FBS Markets Inc Bonus accounts often have strict risk controls. Miss too many active trading days, trade too little volume, or let the equity drop too far, and the promotion can be canceled.
Some older terms also tied the bonus to a time window, such as 40 days total. If you do not trade within that window, you may lose the chance to qualify for profit withdrawal. In some versions, the equity also had to stay above a set threshold, such as 30% of the bonus value.
These rules are easy to miss when you focus only on the headline amount. The bonus looks simple at first, but the fine print decides what happens next.
The short answer is yes, but only in a limited way. The FBS Markets Inc bonus credit itself is usually not withdrawable. The profit you make from trading may be withdrawable after you meet the required lot volume, trading days, and time limits.

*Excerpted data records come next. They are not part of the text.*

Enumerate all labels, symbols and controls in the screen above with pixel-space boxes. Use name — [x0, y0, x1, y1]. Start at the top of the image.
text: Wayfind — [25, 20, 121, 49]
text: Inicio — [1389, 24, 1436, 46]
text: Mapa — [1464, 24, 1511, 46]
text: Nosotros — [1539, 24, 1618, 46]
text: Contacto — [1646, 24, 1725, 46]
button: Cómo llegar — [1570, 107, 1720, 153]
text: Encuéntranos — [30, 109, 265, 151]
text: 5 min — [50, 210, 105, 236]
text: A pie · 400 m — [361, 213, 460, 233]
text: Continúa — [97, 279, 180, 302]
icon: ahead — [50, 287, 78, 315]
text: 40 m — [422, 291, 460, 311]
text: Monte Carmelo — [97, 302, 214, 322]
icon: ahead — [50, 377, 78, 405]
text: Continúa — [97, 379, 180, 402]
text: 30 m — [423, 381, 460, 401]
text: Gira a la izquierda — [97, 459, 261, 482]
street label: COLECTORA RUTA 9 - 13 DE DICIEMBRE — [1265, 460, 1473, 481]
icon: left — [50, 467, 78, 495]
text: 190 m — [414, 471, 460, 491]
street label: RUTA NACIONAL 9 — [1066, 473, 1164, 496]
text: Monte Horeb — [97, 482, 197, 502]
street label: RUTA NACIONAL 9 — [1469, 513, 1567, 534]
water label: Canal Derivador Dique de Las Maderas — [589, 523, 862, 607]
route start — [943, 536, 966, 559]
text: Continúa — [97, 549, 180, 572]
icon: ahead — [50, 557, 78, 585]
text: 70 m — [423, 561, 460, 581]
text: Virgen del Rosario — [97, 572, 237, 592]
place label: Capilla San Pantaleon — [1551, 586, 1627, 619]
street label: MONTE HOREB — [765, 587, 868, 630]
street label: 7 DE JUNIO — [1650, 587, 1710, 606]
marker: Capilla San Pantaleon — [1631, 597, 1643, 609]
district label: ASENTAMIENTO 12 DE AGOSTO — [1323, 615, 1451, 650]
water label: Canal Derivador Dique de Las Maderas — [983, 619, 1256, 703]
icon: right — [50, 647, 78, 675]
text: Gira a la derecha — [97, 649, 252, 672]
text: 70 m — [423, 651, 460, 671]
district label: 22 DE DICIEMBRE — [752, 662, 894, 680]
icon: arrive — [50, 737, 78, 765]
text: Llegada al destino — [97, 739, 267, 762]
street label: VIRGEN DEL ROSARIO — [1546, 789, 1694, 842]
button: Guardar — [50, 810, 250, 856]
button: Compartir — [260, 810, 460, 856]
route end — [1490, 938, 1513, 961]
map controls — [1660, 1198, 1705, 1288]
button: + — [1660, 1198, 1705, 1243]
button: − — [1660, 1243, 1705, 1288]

That is the difference that matters most. If you open the account expecting instant cash, the promotion will disappoint you. If you treat it as practice with a path to profit withdrawal, it makes more sense.
Older FBS Markets Inc bonus terms often asked traders to reach around 5 standard lots during a set number of active trading days. Some versions used a 20-day active trading target inside a 40-day promotion window. In those cases, the account had to stay active and meet the lot target before profit withdrawal became possible.
The idea is straightforward. The broker wants real trading activity before paying out profit from the bonus. That keeps the promotion tied to actual use, not just sign-up behavior.
If you meet the target, the system may allow a withdrawal through the available payment method. If you miss it, the profit usually stays locked.
Most problems come from simple mistakes. Traders often underestimate the lot requirement. Others miss too many active days. Some never realize that only profit, not the bonus credit, can be withdrawn.
Another common issue is reading an old bonus page and assuming it still applies. FBS Markets Inc has changed promotions more than once. So a rule that worked in a past campaign may no longer apply today.
The safest approach is to check your own FBS Markets Inc Bonus terms before opening any trade. That saves time and keeps expectations realistic.
Many older reviews now label the Level Up offer as expired or historical. That matches what you see on several third-party pages, which often keep old bonus details online long after the campaign ends.
At the same time, FBS Markets Inc promotions change often. A bonus can disappear, return in a new form, or vary by country and account type. So the only reliable place to check is the official FBS website or app for your region.
If you are searching in 2027, treat old pages as background, not as proof of a live offer. A recent screenshot from a broker dashboard is more useful than a dated review from years ago.
The FBS Markets Inc $140 Level Up No Deposit Bonus can be a useful way to test the broker without funding the account first. It works best when you understand the tradeoff, the bonus is trading credit, not cash, and profits only become relevant after you meet the rules.
Verification and app-based setup usually matter most if you want the full $140 version. After that, the real test is whether you can meet the lot targets, active-day rules, and time limits without losing the account to a small mistake.
If the offer is active in your region, read the current terms inside FBS before you trade. A bonus can help you learn, but risk control still matters more than the headline amount.